For years people who have struggled to work with mindless interactive voice response (IVR) systems have wondered when computers might become smart enough to react like conversational human beings.
The answer is not very soon and possibly never unless computer scientists can invent a machine with something resembling conscious intelligence.
But that still leaves plenty of room for improvement for the IVR systems we have to work with from time to time. It can get a lot more sophisticated than simply pushing telephone buttons in response to voice commands and questions.
Speech system developers, led by IBM, are conducting research into increasing the natural language and near-conversational capabilities of this technology.
But people essentially have to stop thinking about speech technology in terms of Star Trek androids, suggested a panel of industry experts who discussed the present state of the art in natural language speech technology at the AVIOS SpeechTEK 2004 in San Francisco this week.
You dont need humanoid machine intelligence to build an IVR system that can help you make a travel reservation, check your stocks, manage your financial accounts, retrieve email or any of a thousand other basic tasks, the panel agreed. Enterprises are already implementing speech systems for a wide range of purposes.
The belief that using speech systems "should be exactly like working with a human being is an interesting research goal," said panelist Deborah Dahl, principal of the consulting firm Conversational Technologies, based in Norristown, Pa.
"But in the meantime we need to look at how to make our systems more natural and more usable," she said. Speech system developers are going to do this by developing more sophisticated user interface design conventions that are also practical and effective, she said.
"They arent totally like working with a human being," she said, but "theyre things that people can learn easily, and theyll adapt to this in the same way that we adapt to the conventions of a Windows user interface."

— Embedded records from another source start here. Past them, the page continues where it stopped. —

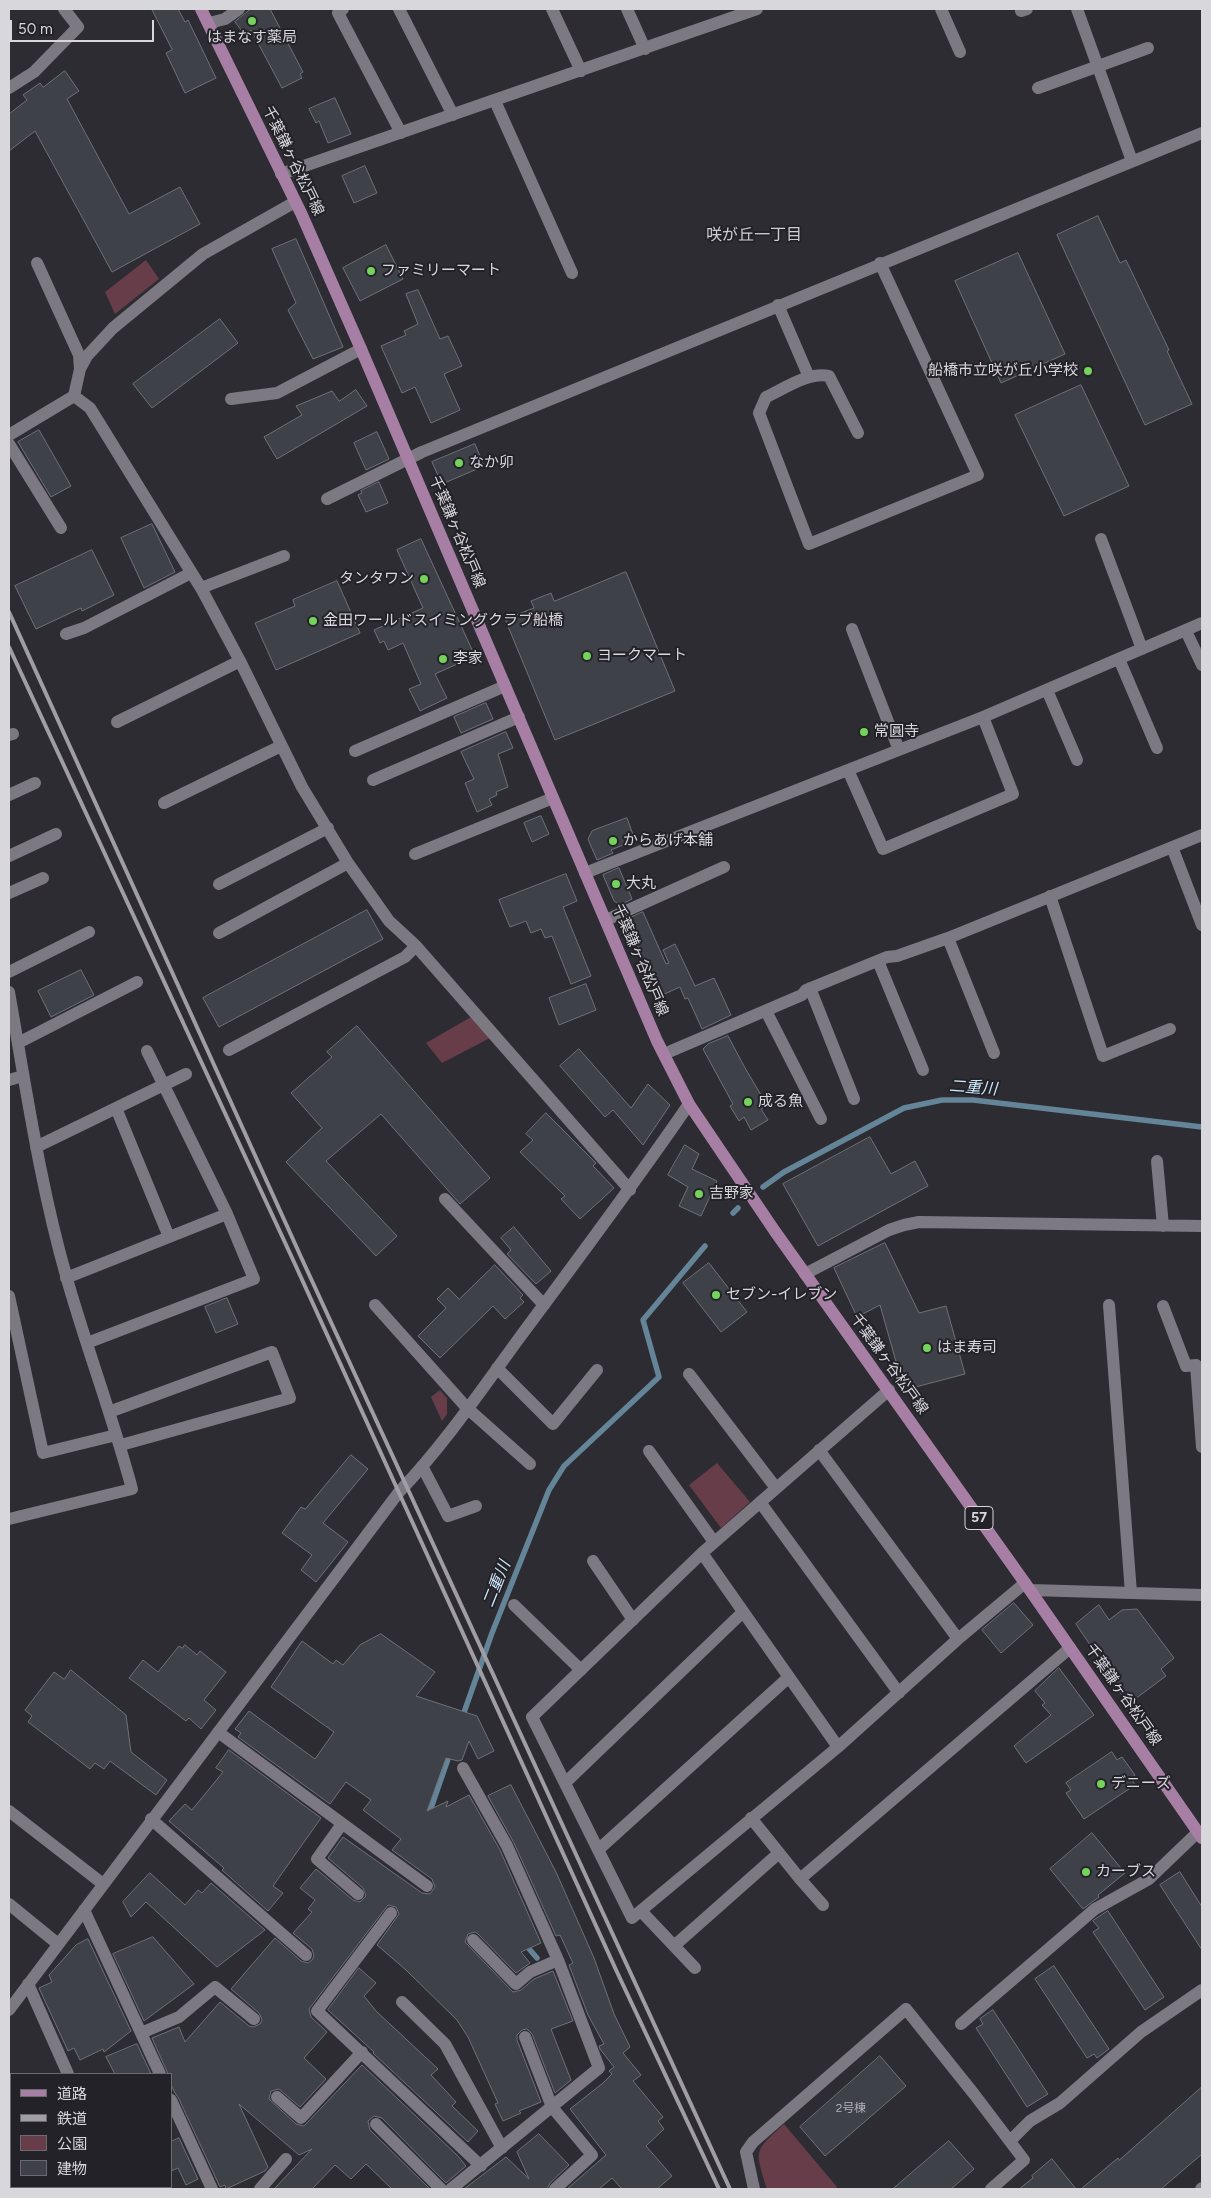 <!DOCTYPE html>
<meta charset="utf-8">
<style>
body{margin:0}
#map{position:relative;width:1211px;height:2198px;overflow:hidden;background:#2e2c33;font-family:Figtree,"Noto Sans JP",sans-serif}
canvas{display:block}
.frame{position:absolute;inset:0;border:10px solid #d8d7dc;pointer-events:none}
.legend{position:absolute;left:10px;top:2073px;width:162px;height:115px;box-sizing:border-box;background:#242229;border:1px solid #6c6a71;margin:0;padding:6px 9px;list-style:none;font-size:15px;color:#d8d7dc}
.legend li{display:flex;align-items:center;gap:10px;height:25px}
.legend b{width:25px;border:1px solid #6c6a71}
.scale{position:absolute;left:10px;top:20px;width:144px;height:22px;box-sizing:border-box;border:2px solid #d8d7dc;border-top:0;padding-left:6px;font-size:15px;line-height:18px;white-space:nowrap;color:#d8d7dc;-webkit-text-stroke:4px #242229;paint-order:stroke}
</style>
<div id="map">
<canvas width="1211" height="2198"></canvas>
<div class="frame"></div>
<ul class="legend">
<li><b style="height:6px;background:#a77fa5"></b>道路</li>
<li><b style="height:6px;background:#a09ea4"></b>鉄道</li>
<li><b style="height:14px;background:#663d48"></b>公園</li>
<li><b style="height:14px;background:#3e4148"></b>建物</li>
</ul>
<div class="scale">50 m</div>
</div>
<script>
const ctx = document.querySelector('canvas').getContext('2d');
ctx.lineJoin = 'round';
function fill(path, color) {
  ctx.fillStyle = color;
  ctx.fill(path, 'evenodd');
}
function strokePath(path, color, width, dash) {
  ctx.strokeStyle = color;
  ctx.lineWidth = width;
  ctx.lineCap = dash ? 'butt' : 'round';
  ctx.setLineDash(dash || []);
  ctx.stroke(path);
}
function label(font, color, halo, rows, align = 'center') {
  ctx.font = font + ' Figtree,"Noto Sans JP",sans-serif';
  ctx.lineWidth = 4;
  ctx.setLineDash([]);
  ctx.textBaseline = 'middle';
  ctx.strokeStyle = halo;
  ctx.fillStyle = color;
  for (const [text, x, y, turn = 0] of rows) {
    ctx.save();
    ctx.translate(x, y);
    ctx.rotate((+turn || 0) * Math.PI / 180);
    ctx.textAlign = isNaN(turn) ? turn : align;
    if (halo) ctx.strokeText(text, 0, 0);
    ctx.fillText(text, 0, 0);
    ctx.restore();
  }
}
fill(new Path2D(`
 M146 260 159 279 115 314 105 292Z
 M471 1017 490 1038 442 1063 426 1043Z
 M440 1390 447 1398V1414L442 1421 431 1397Z
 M717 1463 750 1502 721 1528 689 1485Z
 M784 2124 837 2187 835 2189H767C755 2150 753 2152 784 2124Z`), '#663d48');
strokePath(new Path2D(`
 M763 1187 784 1172 904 1108 942 1100H973L1202 1127
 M733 1213 738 1208
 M462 1718 492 1633 549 1490 564 1466 659 1377 643 1320 705 1246
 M432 1815 430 1811 450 1753
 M524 1943 537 1958`), '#648497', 5.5);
const building = new Path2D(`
 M152 9H178L185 22 188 20 216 78 185 93 166 53 172 50Z
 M251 9H270L303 72 300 74 302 78 282 88 251 30 245 35 235 22Z
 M65 71 79 91 67 99 129 214 180 187 200 224 112 272 35 131 9 151V114L27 100 23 95 40 83 43 87Z
 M335 98 351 134 328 143 319 121 316 123 309 109Z
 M365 166 377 193 354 203 342 176Z
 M1098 216 1120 263 1126 260 1169 350 1167 351 1192 404 1145 425 1057 235Z
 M296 239 343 347 313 359 288 310 296 303 272 249Z
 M386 245 403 279 360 301 343 268Z
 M1018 253 1065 354 1001 383 955 281Z
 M418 290 440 339 448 336 462 366 444 374 460 410 431 423 415 387 402 393 381 346 406 335 404 331 418 324 406 294Z
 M220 319 238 343 152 408 133 384Z
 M1081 385 1129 486 1064 516 1015 415Z
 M356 390 367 406 277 459 264 437 302 415 296 406 332 391 339 401Z
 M39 430 71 486 51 497 18 442Z
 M377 432 389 459 366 470 354 443Z
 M475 444 484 466 442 484 432 462Z
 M379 482 388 503 366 512 358 495 362 493 361 491Z
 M152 524 175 572 144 588 121 538Z
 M421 539 475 656 435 674 447 698 420 711 409 689 421 684 403 643 388 650 384 641 380 643 374 630 423 608 397 550Z
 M92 550 114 595 82 611 81 608 36 629 15 586Z
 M626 572 675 691 555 740 505 619 534 608 531 601 551 593 554 601Z
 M337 581 360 633 276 670 255 623 295 606 293 600Z
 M486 703 493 719 461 733 454 717Z
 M506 732 513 748 498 754 508 787 496 792 497 795 489 799 492 805 477 812 465 783 474 779 461 752Z
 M541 816 549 834 532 842 524 823Z
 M627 818 635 840 611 850 613 853 597 860 588 839 592 831Z
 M619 868 632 899 620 905 614 901 603 875Z
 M566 874 577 901 563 907 591 976 571 984 552 936 545 938 541 929 531 933 526 921 510 927 499 900Z
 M367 910 383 939 219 1027 203 998Z
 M643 912 666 964 669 963 663 950 675 944 695 986 714 978 731 1015 702 1029 688 998 685 999 680 987 660 996 626 920Z
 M81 970 94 995 51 1017 38 991Z
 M586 984 596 1010 559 1025 549 998Z
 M357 1026 490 1178 460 1204 381 1114 326 1161 397 1236 376 1256 286 1162 322 1128 291 1093 332 1057 327 1052Z
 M728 1036 745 1068 767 1105 761 1109 768 1120 751 1130 744 1117 739 1121 730 1106 733 1104 703 1049 708 1044Z
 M579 1049 631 1108 648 1084 670 1105 643 1145 613 1110 605 1117 560 1066Z
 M546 1113 596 1163 593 1166 614 1188 580 1219 561 1199 565 1196 520 1152 533 1140 526 1134Z
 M870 1137 891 1174 915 1161 928 1186 818 1246 783 1184Z
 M685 1145 699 1154 692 1169 717 1181 701 1216 679 1206 688 1187 668 1175Z
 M514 1227 551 1271 536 1284 507 1254 511 1250 501 1238Z
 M885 1243 919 1313 946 1306 965 1374 904 1390 880 1305 857 1317 834 1268Z
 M709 1263 747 1312 721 1332 683 1283Z
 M495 1265 523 1295 520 1298 524 1302 505 1319 493 1306 440 1358 418 1336 446 1308 437 1299 448 1288 459 1299Z
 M227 1298 238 1324 216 1333 205 1307Z
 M351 1455 368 1469 323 1523 348 1542 316 1582 301 1570 312 1555 282 1533 301 1507 305 1509Z
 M1014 1603 1033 1625 1001 1653 982 1630Z
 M1099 1605 1109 1620 1122 1610 1137 1609 1174 1658 1161 1669 1166 1676 1131 1702 1125 1693 1122 1695 1104 1673 1107 1670 1076 1624Z
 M381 1634 435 1672 416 1696 477 1716 494 1751 478 1759 469 1741 462 1760 458 1761 446 1758 427 1811 448 1801 446 1807 469 1795 500 1850 541 1943 521 1952 530 1963 516 1973 478 1934 475 1932 468 1934 465 1942 513 1992 521 1990 534 1979 553 1971 573 2021 551 2029 571 2080 555 2093 532 2034 527 2029 522 2030 517 2035V2040L541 2102 519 2111 521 2113 503 2121 495 2104 498 2103 468 2037 457 2020 406 1970 377 1945 399 1914 396 1907 388 1905 309 2009 311 2017 327 2032 304 2058 326 2079 300 2107 279 2089 271 2091 269 2099 296 2124 304 2126 362 2065 457 2155 466 2166 446 2183 382 2118 374 2116 368 2121 370 2130 430 2189H392L366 2164 351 2179 335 2165 312 2189H274L312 2149 299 2155 239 2104 268 2167 265 2171 226 2189 225 2185 220 2187 178 2097 175 2093 171 2085V2074H168L152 2038 179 2027 185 2042 220 2002 249 2026 253 2027 260 2024 262 2020 259 2013 231 1989 275 1938 301 1961 308 1963 312 1960 314 1956 312 1949 293 1933 312 1912 308 1909 315 1900 300 1888 316 1869 353 1900 360 1902 366 1896 363 1888 328 1858 343 1837 422 1893 430 1894 435 1887 432 1879 392 1850 401 1839 363 1810 371 1800 346 1782 330 1804 238 1737 241 1733 235 1729 249 1711 315 1759 334 1732 271 1687 302 1641 333 1664 336 1660 343 1665 360 1645Z
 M185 1645 197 1655 200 1651 226 1672 204 1700 216 1710 201 1729 189 1718 186 1721 129 1678 143 1660 158 1672 179 1646 182 1648Z
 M1059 1668 1094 1715 1026 1763 1014 1746 1051 1715 1042 1705 1045 1703 1035 1691Z
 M71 1670 126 1715 131 1752 167 1780 156 1795 110 1761 104 1769 95 1763 90 1769 28 1722 32 1716 25 1710 54 1672 64 1679Z
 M229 1750 321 1818 273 1886 283 1893 268 1911 222 1870 224 1868 169 1821 185 1804 192 1810 223 1772 216 1768Z
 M1112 1752 1117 1760 1122 1757 1135 1775 1131 1778 1135 1785 1084 1819 1066 1793 1071 1790 1066 1783Z
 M511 1785 556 1872 594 1958 614 2014 630 2047 623 2053 641 2075 633 2081 663 2117 658 2121 664 2129 646 2146 672 2176 657 2189H622L612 2178 599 2189H567L606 2155 570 2109 603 2083 612 2074 609 2071 614 2067 600 2049 599 2046 604 2044 588 2015 569 1965 573 1963 560 1935 556 1936 514 1843 488 1796Z
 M1092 1833 1125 1873 1098 1895 1099 1897 1083 1909 1050 1869Z
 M1180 1872 1202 1907V1950L1160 1885Z
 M150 1873 185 1905 198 1890 202 1893 211 1883 265 1930 217 1967 146 1902 131 1917 123 1902Z
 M1108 1911 1164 1997 1145 2010 1093 1932 1099 1928 1093 1921Z
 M153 1937 194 1984 144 2021 113 1954Z
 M88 1939 131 2031 104 2052 103 2049 80 2060 74 2048 68 2051 39 1988 52 1982 49 1975 76 1945Z
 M1054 1966 1109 2049 1097 2058 1094 2054 1087 2058 1035 1979Z
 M359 1968 376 1983 364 1996 376 2011 438 2069 431 2075 456 2102 452 2106 478 2131 468 2142 373 2053 374 2052 328 2010Z
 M993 2010 1048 2094 1027 2107 976 2028 983 2024 980 2019Z
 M137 2044 151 2074H115L106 2057Z
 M880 2056 906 2086 825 2156 800 2127Z
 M1202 2087V2154L1161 2189H1081L1118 2158 1119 2160Z
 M539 2134 569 2165 550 2183 547 2189H464L506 2157 529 2179 517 2152Z
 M179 2138 198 2179 186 2185 178 2168 171 2171V2142Z
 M949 2141 974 2169 951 2189H893Z
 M1052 2159 1076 2189H1019L1033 2178 1032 2176Z`);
fill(building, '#3e4148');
strokePath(building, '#6d7179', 1);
strokePath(new Path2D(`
 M343 9 338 13 401 133
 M399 9 453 115
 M552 9 581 71
 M627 9 645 49
 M941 9 960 52
 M1077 9 1132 161
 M1021 11 1027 9
 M209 23 225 19 239 9
 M9 88 34 72 78 27 64 9
 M1038 88 1148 48
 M495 101 572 273
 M281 174 757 9
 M37 263 79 355 80 369
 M778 305 809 377
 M74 396 90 408 201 588 240 661 302 787 348 863 389 921 416 946 630 1190
 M231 399 277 393 361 349
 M858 433 829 376C809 371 784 389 766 397L759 413 809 544 978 475 880 263
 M9 435 74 396 80 369 87 356 113 328 203 254 295 202
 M9 444 61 528
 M327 499 422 452 1202 133
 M1101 539 1142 649
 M201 588 284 556
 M852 629 899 750
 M1186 631 1202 665
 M66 634 84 628 191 573
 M1119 659 1157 748
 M1047 690 1077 760
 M117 722 240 661
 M9 735 13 734
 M355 751 505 686
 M848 770 883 849 1013 794 983 717
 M373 780 519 717
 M9 795 35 783
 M164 803 281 746
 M1172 847 1202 925
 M415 854 553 798
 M9 856 56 834
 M585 873 983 717 1202 623
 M219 884 328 828
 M9 893 43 878
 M1050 896 1103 1056 1170 1029
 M606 920 724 867
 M219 933 348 863
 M948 938 994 1053
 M878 961 923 1070
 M9 972 89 932
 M810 988 854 1099
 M9 992C26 1088 40 1185 67 1279 87 1349 113 1418 132 1489L9 1519
 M766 1011 821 1119
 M18 1043 137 982
 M229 1050 405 957 416 946
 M664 1054 802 995 806 990 887 957 897 956 948 938 1202 835
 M9 1080 23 1076
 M116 1108 169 1237
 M36 1147 186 1074
 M1157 1161 1163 1226
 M445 1199 544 1305
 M805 1274 889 1230 904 1225 919 1222 1202 1226
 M66 1278 227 1214
 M9 1296 43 1453 116 1435
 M375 1305 467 1408 530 1464
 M1109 1305 1131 1593
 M1163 1306 1186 1366 1196 1365 1202 1447
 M87 1343 254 1279 227 1214 147 1051
 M497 1368 553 1424 597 1370
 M689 1374 776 1488
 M889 1390 702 1553 532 1717 632 1918 838 1747 958 1639 1025 1583
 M109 1412 272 1352 290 1398 121 1445
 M819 1450 958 1639
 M649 1451 714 1542
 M422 1466 448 1516 476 1506
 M760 1502 899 1693
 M702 1553 838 1747
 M593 1561 633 1620
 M1030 1590 1202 1595
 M514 1605 581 1670
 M218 1732 427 1886
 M565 1783 743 1612
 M9 1811 103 1884
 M751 1818 800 1879 1070 1648
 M151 1819 306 1955
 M342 1824 317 1859 358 1894
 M598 1850 789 1677
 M800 1879 823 1905
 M9 1904 58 1944
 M84 1910 160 2074
 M641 1911 695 1968
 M391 1913 317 2011 481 2166
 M473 1940 516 1984 530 1972 558 1960
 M674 1946 779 1853
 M28 1984 68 2074
 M402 2002 445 2044 502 2148
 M9 2010 399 1492C444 1445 482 1389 520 1337 577 1260 635 1183 689 1104
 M961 2024 1095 1909 1149 1879 1198 1832
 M141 2033 179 2017 215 1987 254 2019
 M525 2037 552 2107 592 2155 555 2189
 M277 2097 301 2118 362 2052
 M171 2100 212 2189
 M376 2124 441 2189
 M1011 2140 1030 2121 1060 2103 1141 2032 1202 1990
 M9 2179 11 2180
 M135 2187 152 2189
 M116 2189V2187
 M260 2189 286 2159
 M451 2189 599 2068 558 1960 507 1846 463 1768
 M754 2189 746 2152 753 2142 906 2009 974 2094 1024 2160 991 2189
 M1201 2189 1202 2188`), '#7c7982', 12);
strokePath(new Path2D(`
 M201 9 301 213 361 349 657 1041 689 1104 774 1230 1025 1583 1202 1838`), '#a77fa5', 12);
strokePath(new Path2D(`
 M9 612 301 1257 730 2189
 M9 647 294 1262 617 1972 719 2189`), '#a09ea4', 4);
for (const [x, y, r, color] of [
 [252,21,5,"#75d25b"],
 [371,271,5,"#75d25b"],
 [1088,371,5,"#75d25b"],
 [459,463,5,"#75d25b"],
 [424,579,5,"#75d25b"],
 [313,621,5,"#75d25b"],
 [587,656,5,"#75d25b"],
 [443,659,5,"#75d25b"],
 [864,732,5,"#75d25b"],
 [613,841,5,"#75d25b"],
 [616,884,5,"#75d25b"],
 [748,1102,5,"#75d25b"],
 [699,1194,5,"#75d25b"],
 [716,1295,5,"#75d25b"],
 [927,1348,5,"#75d25b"],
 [1101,1784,5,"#75d25b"],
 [1086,1872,5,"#75d25b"]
]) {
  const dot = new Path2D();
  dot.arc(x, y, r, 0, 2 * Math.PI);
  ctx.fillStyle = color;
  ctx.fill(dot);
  strokePath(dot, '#242229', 2);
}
label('12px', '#b2b2b7', null, [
 ["2号棟",851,2108]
]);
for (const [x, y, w] of [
 [979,1518,28]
]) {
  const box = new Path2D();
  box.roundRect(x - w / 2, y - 11.5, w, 23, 4);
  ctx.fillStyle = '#242229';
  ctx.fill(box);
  strokePath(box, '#d8d7dc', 1);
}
label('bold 14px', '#d8d7dc', null, [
 ["57",979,1518]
]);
label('15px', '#d8d7dc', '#242229', [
 ["はまなす薬局",252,38,"center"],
 ["ファミリーマート",381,271],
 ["船橋市立咲が丘小学校",1078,371,"right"],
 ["なか卯",469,463],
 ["タンタワン",414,579,"right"],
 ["金田ワールドスイミングクラブ船橋",323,621],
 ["ヨークマート",597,656],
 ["李家",453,659],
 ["常圓寺",874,732],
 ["からあげ本舗",623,841],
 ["大丸",626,884],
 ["成る魚",758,1102],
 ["吉野家",709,1194],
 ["セブン-イレブン",726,1295],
 ["はま寿司",937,1348],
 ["デニーズ",1111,1784],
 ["カーブス",1096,1872]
], 'left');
label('15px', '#d8d7dc', '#242229', [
 ["千葉鎌ヶ谷松戸線",293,161,64],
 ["千葉鎌ヶ谷松戸線",457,532,67],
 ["千葉鎌ヶ谷松戸線",640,960,67],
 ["千葉鎌ヶ谷松戸線",889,1364,54],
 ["千葉鎌ヶ谷松戸線",1123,1695,55]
]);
label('16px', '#cfccd5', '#242229', [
 ["咲が丘一丁目",754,235]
]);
label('italic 16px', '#cbe7f8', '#242229', [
 ["二重川",973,1088,4],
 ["二重川",497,1584,-68]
]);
</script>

One of the key problems in getting machines to understand natural language, the panelists agreed, is their ability to recognize the highly varied intonations of human speech and the rhythmic prosody that give humans instant understanding of speech.
While the basic technology is there for machines to react to prosodic statements, Dahl said, its still not enough for machines to react with anything resembling conversational speech.
One particularly difficult problem to solve is the human tendency to use the "mixed initiative," such as when we speak a single word as if it were a question.
For example, suggested panel moderator Moshe Yudkowsky, head of Chicago-based speech technology consulting firm Disaggregate, if an IVR system asked "Do you want to fly Tuesday?," a human might respond by indignantly barking "Tuesday?" The IVR system could either recognize that as an affirmative response or as an inappropriate response; both reactions are likely to arouse frustration in the human.